Возвращаясь к Элиоту, попробуем определить, к какому из предложенных им видов он бы отнес стихи Степановой, умей он читать по-русски (благо есть основания предполагать, что в английском переводе появился бы ряд непредвиденных проблем3). Вероятнее всего, не мудрствуя лукаво, баллады («Песни северных южан» и часть «Счастья») он бы отнес к третьему типу, прочие тексты (книги «О близнецах», «Тут-свет» и «Физиология и малая история») — к первому типу. Однако с проблемой мы сталкиваемся, обращаясь к более поздним текстам, не собранным покуда в книгу, — трилогии «О» и довольно большой вещи «Проза». Скажем пока просто «большой вещи», поскольку жанр нам еще предстоит определить. При некоторой внимательности, которую эти тексты требуют, легко заметить, что все «три голоса» в них переплетаются. С одной стороны — голос поэта, обращенный к нему самому или в никуда, голос, предназначенный для лирики (и больше: для любовной лирики) зачастую характерен для более ранних степановских стихов. Степанова, однако, в предисловии к сборнику «Счастье» подчеркивает, что «просто лирика» ее не интересует. И точно — тексты «Счастья» складываются в цельный корпус, обнаруживающий ряд переходящих мифологем и эпические черты, что, отчасти, стилизуется подчеркнуто классическими ритмами этих стихов:
Воспротивиться — вот в чем соль.
Ну и пусть на ветру злобно захлопали
Парусиновые крыла
Ресторана-шатра, и почерневшее
Набухает небо грозой,
Призывая тебя к эвакуации,
Пруд исклеван, поднос пустой,
И ни строчка меню нас не касается.
Запиши, проделай сама:
Безобразный скандал, скатерть поехала,
И стесняются близости
Все четыре угла голого столика.
В прочих местах Степанова неоднократно подчеркивает важность «любовной» лирики, точнее, того неуловимого фактора, который делает некоторую лирику любовной. Этот «фактор любовности», определяющий интонацию и обращение у Степановой, выполняет у нее не совсем свои обязанности: Элиот рассуждает об обращении текста к единственному конкретному человеку и Браунингах, преодолевающих инерцию этого обращения. Браунинги, обращая стихи друг к другу, расширяют ракурс так, что текст, проходя через адресата, не впитывается им полностью, но, как бы «перезаряжаясь», проходит дальше. Так и Степанова — для нее «фактор любовности» (не обращенный, отметим, к адресату конкретному) служит лишь методом конкретизирования обращения стиха, осознания его самого как факта письма и языка. Элиот приходит к выводу о возможности существования текста, обращенного к одному человеку в рамках литературного дискурса, для этого он считает подходящим жанр послания. Видимо, к этому же жанру относятся и стихи Степановой указанного нами периода («Счастье», «О близнецах, «Тут-свет»), чего, однако, не скажешь о балладах и, наконец, об обсуждаемом предмете — «Прозе» и «О».

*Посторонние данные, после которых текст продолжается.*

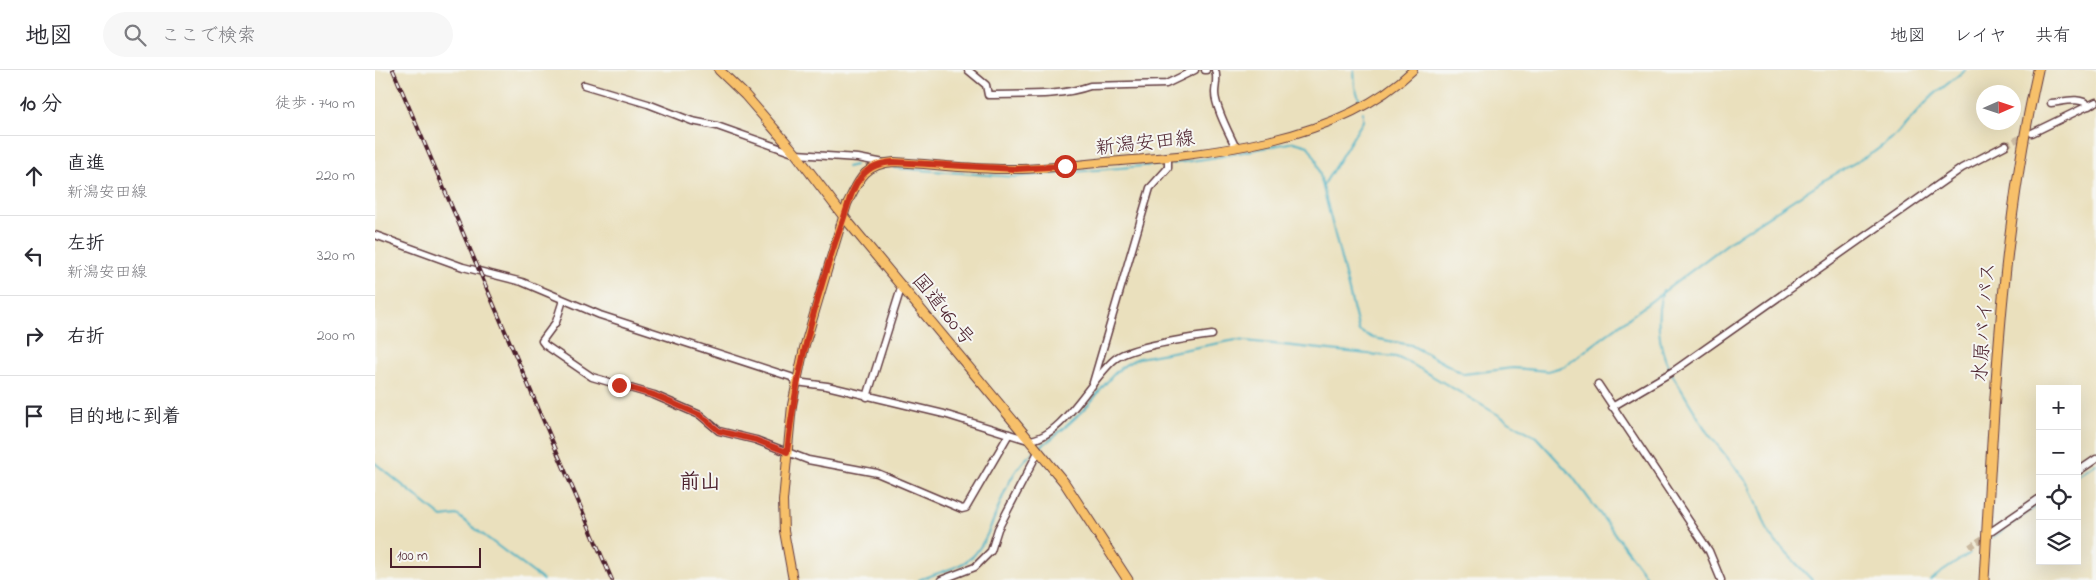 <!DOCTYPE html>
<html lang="ja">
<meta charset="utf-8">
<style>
:root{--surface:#fff;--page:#f7f7f7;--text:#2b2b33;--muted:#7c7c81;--line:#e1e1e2}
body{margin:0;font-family:"Indie Flower","Klee One",sans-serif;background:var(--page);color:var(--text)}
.controls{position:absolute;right:15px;bottom:15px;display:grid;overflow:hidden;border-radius:0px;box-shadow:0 5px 20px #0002}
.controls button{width:45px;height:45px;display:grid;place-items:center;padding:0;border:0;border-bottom:1px solid var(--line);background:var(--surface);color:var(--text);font:25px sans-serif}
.compass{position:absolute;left:1601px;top:15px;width:45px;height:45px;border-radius:50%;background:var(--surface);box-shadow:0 5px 20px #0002;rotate:87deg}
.scale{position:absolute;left:15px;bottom:12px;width:91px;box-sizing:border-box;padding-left:5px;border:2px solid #4a1f2b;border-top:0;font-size:14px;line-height:18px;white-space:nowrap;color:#4a1f2b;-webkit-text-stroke:4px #f6f6f2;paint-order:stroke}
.stop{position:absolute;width:15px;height:15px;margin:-11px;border:4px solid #c8321e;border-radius:50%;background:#fff}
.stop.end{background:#c8321e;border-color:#fff;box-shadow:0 1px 5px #0008}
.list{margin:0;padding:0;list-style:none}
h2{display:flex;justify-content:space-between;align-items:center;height:65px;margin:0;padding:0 20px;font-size:21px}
h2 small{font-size:16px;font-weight:400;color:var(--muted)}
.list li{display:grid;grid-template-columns:32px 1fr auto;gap:15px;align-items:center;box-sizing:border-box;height:80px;padding:0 20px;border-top:1px solid var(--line)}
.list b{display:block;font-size:19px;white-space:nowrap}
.list p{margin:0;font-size:16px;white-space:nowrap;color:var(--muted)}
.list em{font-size:16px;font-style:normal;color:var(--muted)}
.icon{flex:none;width:28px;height:28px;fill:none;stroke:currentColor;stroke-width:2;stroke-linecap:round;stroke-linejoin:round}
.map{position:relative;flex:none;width:1721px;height:510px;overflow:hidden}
header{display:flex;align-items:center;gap:30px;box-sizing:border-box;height:70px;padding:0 25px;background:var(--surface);border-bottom:1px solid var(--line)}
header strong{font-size:24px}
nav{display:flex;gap:28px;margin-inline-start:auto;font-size:18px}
.search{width:350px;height:45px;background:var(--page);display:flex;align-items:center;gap:12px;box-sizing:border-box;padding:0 18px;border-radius:28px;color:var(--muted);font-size:19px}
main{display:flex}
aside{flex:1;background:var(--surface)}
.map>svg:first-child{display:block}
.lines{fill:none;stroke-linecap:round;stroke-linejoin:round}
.stream{stroke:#43afc2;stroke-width:2}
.minor-tunnel{stroke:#cab9a0;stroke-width:6;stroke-dasharray:6 3;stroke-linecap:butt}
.minor-casing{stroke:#623c41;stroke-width:9}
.major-casing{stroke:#623c41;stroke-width:10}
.highway-casing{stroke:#623c41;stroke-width:11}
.minor{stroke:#fff;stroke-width:6}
.major{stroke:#f7c06b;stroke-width:8}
.highway{stroke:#f7c06b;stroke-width:9}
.rail-casing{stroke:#4a1f2b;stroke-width:4}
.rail{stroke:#f6f6f2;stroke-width:2;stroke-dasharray:5.5;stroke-linecap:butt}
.route{stroke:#c8321e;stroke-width:6}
.labels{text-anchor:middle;stroke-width:4;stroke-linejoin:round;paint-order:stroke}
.street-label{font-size:20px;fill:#4a1f2b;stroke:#f6f6f2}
.neighbourhood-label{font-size:21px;font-weight:bold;fill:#4a1f2b;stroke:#f6f6f2}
</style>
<header>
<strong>地図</strong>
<div class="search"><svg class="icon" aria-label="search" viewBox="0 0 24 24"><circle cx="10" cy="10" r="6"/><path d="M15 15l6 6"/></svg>ここで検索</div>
<nav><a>地図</a><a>レイヤ</a><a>共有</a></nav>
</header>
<main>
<aside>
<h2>10 分<small>徒歩 · 740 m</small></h2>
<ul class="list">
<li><svg class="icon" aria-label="ahead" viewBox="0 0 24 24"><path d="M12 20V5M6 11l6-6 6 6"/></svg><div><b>直進</b><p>新潟安田線</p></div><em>220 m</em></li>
<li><svg class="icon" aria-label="left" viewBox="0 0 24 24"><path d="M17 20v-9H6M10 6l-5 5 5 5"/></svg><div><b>左折</b><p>新潟安田線</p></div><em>320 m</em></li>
<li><svg class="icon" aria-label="right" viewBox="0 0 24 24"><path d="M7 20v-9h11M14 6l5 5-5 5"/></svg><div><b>右折</b></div><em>200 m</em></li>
<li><svg class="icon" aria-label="arrive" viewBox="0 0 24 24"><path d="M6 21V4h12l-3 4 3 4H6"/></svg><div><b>目的地に到着</b></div></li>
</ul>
</aside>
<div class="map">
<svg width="1721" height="510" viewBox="0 0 1721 510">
<rect width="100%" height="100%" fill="#f6f6f2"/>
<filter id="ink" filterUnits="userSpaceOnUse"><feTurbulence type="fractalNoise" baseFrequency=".02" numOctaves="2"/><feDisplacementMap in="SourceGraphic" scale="10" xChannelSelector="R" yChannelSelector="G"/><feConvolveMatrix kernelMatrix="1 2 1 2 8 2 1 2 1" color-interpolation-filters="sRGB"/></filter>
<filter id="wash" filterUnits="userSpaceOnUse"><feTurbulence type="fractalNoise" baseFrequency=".0096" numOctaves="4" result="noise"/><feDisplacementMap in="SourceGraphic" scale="20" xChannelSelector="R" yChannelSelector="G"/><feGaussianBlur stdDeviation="1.12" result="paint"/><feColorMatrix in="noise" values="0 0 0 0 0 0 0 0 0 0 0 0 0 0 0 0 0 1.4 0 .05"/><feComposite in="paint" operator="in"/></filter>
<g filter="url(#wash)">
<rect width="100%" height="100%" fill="#eae0bd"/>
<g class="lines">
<g class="stream">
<polyline points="979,0 980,17 985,31"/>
<polyline points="795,94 843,87 919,72 933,76 941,89 984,261 998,268 1036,275 1089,304 1138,298 1173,301 1190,296 1364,165 1446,112 1499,82 1520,66 1556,27 1590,0"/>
<polyline points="472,97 480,95"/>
<polyline points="519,98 640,107 791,94"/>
<polyline points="948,116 988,51 988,42"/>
<path d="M1288 220C1280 245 1283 277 1295 300"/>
<polyline points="1297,304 1332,362 1375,416 1395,466 1437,510"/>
<path d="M664 378C682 365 699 350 714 334 731 315 738 298 764 288L861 270 1002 285 1021 287 1035 293 1161 367 1197 406 1274 510"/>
<polyline points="0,393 67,447 82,445 168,510"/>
<polyline points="1702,406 1721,393"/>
<polyline points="1617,468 1665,434"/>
<path d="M544 510C560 503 588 498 600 484 624 455 625 406 660 381"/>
<polyline points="1555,510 1595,483"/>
</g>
</g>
</g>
<g filter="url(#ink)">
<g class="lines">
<g class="minor-tunnel">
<polyline points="1631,75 1653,64"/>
<polyline points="1595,477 1612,465"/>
</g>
<g class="minor-casing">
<g id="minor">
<path d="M593 0 611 15 613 25C646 24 684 27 715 16L791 14 820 0"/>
<polyline points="830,0 831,0"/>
<path d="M840 0C843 9 840 15 840 23 840 37 854 63 860 76"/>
<polyline points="209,15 273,34 317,51 342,56 421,84 483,88 509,93"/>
<path d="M1676 33C1688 32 1706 26 1714 36"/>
<polyline points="1657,63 1721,32"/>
<path d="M0 165 88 197 147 212 225 245 416 307 421 312 452 316 569 344 653 370C687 369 716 308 740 289 756 276 815 268 837 265"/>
<polyline points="188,230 181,252 167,271 170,275 217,307 279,325 325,345 344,361 381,370 433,390 502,403 587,439 591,438 634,364"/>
<polyline points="1223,314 1334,481 1346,510"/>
<polyline points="717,316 775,118 793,98 793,87"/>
<polyline points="492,327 527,215"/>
<polyline points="1237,337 1300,300 1587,98 1631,75"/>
<polyline points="1702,402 1721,389"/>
<polyline points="1617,461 1665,428"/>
<polyline points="566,510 600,497 616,481 623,459 663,382"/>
</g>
</g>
<g class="major-casing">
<path id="major" d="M418 510 409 461 408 431 417 335 429 278 472 134C484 110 489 94 519 92 559 94 600 100 640 99 670 99 701 95 731 92 831 85 963 73 1038 0"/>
</g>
<g class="highway-casing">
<g id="highway">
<polyline points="344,0 370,25 421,84 469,147 689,412 753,510"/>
<path d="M1609 510C1619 339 1625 168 1663 0"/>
</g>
</g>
<use href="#minor" class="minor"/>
<use href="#major" class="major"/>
<use href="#highway" class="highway"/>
<g class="rail-casing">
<polyline id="rail" points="18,0 237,510"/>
</g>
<use href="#rail" class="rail"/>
</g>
</g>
<g class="lines" filter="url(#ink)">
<path class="route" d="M244 315 279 325 325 345 344 361 381 370 412 382C421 302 440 228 467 153 473 137 475 121 486 107 495 96 505 93 519 92L641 99 690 96"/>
</g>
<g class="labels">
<g class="street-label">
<text transform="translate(770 72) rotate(-6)" y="7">新潟安田線</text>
<text transform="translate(569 239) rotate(51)" y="7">国道460号</text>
<text transform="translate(1608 252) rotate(-86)" y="7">水原バイパス</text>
</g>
<g class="neighbourhood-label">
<text x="325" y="418">前山</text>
</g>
</g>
</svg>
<div class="controls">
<button>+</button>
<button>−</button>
<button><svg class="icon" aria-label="locate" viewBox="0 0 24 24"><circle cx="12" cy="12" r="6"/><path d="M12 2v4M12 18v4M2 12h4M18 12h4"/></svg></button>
<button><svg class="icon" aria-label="layers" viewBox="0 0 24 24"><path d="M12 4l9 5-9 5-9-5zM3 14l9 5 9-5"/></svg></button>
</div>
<svg class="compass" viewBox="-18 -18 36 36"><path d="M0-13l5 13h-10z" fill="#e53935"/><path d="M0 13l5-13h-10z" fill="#7c7c81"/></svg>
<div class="scale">100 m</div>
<div class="stop" style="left:690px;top:96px"></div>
<div class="stop end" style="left:244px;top:315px"></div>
</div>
</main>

В какой-то степени, вероятно, стихи «Прозы» содержат не предусмотренную автором параллель с Элиотом: последний, указывая, что «язык любви, то есть общения между любящими и только между ними, — это проза», как бы определяет рамки того дискурса, к которому относятся эти тексты Степановой.

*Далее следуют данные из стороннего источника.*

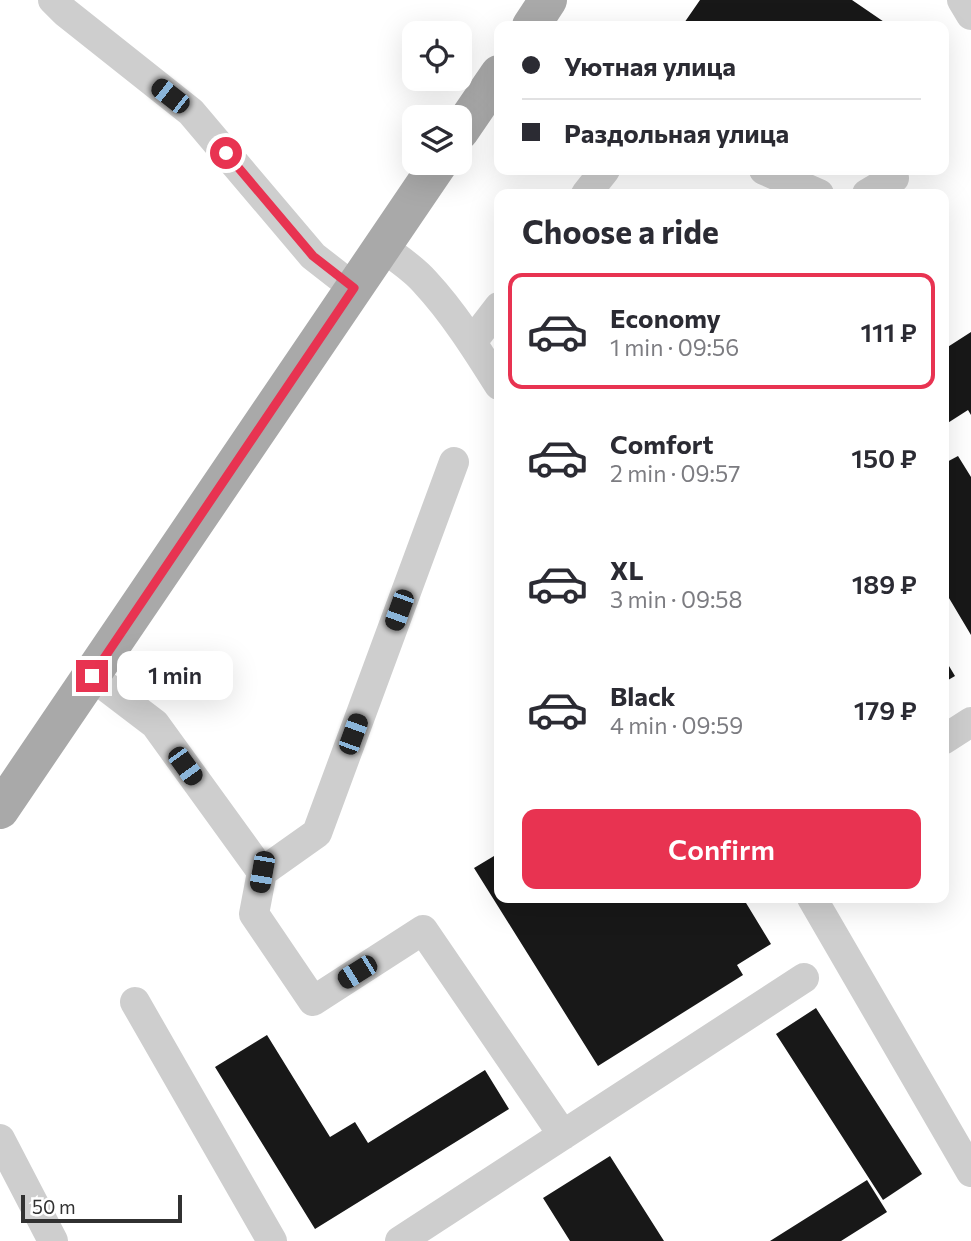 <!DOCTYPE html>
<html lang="en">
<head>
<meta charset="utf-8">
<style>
	:root { --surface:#fff; --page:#f7f7f7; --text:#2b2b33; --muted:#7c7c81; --line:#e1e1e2; --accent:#e83351 }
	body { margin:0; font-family:Commissioner,sans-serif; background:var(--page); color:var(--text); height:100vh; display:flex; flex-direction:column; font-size:26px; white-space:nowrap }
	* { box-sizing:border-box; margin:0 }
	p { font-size:23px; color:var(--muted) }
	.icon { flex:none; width:38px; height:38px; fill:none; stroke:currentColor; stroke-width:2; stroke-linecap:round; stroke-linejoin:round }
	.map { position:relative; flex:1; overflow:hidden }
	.details { position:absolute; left:494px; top:189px; width:455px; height:714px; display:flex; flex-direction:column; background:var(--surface); border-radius:14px; box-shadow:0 7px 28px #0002 }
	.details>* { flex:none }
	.top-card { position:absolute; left:494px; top:21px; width:455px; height:154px; border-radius:14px; box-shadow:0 7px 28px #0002; display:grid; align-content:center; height:154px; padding:0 28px; background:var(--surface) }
	.controls { position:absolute; left:402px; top:21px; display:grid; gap:14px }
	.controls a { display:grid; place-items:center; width:70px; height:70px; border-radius:14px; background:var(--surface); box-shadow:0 7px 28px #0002; font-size:35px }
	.scale { position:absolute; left:21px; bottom:18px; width:161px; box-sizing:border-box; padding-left:7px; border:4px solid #313131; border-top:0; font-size:19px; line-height:24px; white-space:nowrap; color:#313131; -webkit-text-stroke:5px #fff; paint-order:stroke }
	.end { position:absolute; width:32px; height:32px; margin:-16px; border:9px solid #e83351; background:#fff; box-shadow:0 0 0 4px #fff }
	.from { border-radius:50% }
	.bubble { position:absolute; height:49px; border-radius:14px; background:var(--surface); box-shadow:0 7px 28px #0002; font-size:23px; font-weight:600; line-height:49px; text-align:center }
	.car { position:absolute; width:21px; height:42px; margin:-21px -10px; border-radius:9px; box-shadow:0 0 5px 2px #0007; background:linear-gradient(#222 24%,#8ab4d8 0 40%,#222 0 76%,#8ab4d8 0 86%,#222 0) }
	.top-card b { display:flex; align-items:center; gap:24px; height:66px; font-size:26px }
	.top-card b+b { border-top:2px solid var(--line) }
	.top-card i { width:18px; height:18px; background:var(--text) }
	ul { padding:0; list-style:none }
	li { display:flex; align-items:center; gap:21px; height:116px; margin:0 14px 10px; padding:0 14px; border:4px solid transparent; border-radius:14px }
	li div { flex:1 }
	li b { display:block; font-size:26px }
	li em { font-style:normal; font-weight:600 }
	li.selected { border-color:var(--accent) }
	li>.icon { width:63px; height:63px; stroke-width:1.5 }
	h2 { padding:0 28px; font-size:32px; line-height:84px }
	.action { display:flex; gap:14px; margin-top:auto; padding:14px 28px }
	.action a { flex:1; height:80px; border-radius:14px; background:var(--accent); color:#fff; font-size:28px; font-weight:600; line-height:80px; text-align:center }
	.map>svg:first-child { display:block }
	.building { fill:#181818 }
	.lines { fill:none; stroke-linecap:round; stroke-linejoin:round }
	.minor { stroke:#cecece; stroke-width:30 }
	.major { stroke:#a9a9a9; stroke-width:38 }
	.route { stroke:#e83351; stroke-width:9 }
</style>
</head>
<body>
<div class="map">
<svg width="971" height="1241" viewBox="0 0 971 1241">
	<rect width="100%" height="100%" fill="#fff"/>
	<!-- building -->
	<path class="building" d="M700 0H852L890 26H682Z
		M971 332V415L968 410 943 426V350Z
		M958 456 971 477V635L943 588V464Z
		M943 656 955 676 943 683Z
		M499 853V898H743L771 944 737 965 743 975 598 1066 474 868Z
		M816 1008 922 1174 883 1200 776 1034Z
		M267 1035 330 1137 355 1122 368 1143 485 1070 509 1109 315 1229 215 1067Z
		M610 1156 664 1241H570L543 1198Z
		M867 1180 887 1212 841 1241H770Z"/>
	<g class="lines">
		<!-- minor -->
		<path class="minor" d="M53 0 65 12 191 112 313 256 354 288
			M962 0 971 15
			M764 170 819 194
			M586 194 605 170
			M867 194 894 178
			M382 247C397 258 413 268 425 282 453 312 477 350 499 385
			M472 342 499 307
			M454 462 317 833 262 872 254 914 313 1001 423 930 563 1135
			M92 676 155 724 262 872
			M943 740 971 722
			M812 898 971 1172
			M135 1002 272 1241
			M0 1139 53 1241
			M400 1241 804 978"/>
		<!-- major -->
		<path class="major" d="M531 26 548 0
			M460 131 499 74
			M0 810 439 163"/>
	</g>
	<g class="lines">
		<!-- route -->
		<path class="route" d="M92 676 354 288 313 256 226 153"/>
	</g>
</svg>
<div class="controls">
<a><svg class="icon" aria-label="locate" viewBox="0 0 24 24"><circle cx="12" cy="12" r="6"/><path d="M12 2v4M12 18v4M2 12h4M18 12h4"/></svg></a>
<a><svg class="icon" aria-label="layers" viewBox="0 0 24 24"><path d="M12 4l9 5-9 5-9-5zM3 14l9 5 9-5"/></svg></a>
</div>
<div class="scale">50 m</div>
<i class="end from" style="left:226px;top:153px"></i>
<i class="end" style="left:92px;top:676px"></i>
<div class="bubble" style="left:117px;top:651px;width:116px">1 min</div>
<i class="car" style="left:170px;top:96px;rotate:308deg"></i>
<i class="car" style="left:399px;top:610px;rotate:200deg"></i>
<i class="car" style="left:353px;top:734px;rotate:20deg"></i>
<i class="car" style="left:185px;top:766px;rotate:144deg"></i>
<i class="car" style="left:262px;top:872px;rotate:190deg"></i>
<i class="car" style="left:357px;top:972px;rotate:238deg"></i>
<div class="top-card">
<b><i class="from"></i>Уютная улица</b>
<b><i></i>Раздольная улица</b>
</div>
<section class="details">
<h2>Choose a ride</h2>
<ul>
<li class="selected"><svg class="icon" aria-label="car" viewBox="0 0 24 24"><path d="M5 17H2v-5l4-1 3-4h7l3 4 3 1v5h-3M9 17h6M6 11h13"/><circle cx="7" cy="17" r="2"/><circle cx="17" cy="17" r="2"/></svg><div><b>Economy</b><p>1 min · 09:56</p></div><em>111 ₽</em></li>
<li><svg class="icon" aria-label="car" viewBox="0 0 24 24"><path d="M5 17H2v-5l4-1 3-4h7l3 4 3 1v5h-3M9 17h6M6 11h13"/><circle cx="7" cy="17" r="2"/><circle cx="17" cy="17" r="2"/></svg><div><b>Comfort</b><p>2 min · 09:57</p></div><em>150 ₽</em></li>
<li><svg class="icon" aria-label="car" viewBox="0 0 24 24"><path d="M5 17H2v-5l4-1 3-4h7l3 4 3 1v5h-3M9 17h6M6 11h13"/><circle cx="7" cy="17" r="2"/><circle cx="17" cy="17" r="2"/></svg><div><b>XL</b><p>3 min · 09:58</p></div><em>189 ₽</em></li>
<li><svg class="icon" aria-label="car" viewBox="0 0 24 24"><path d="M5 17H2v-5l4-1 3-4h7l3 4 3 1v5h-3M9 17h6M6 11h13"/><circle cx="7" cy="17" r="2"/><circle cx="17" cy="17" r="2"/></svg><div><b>Black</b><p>4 min · 09:59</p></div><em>179 ₽</em></li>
</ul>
<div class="action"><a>Confirm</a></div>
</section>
</div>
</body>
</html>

Баллады Степановой, с другой стороны, содержат элемент эпики, но уже иной, по сравнению со «Счастьем». Баллады являются своего рода единым корпусом палимпсеста по отношению к классическим балладам: рядом образов и предметов они стойко привязаны к реальности конкретизированного времени и пространства, мифологическое (экзистенциальный ужас, а местами — неформальный страх) в них сталкиваются с реальным и лирическим:
18.
… А соседка, зубами стуча,
Тихим шагом в длину коридора
От такого брела разговора —
Ни советчика, ни врача
В белом платии помощи скорой.
19.
И уже собралась она
Обратиться по месту прописки,
Как водичка из кошкиной миски
Ухмыльнулася, вспучась со дна,
И сказала: а шла бы ты на.
(баллада «Невеста)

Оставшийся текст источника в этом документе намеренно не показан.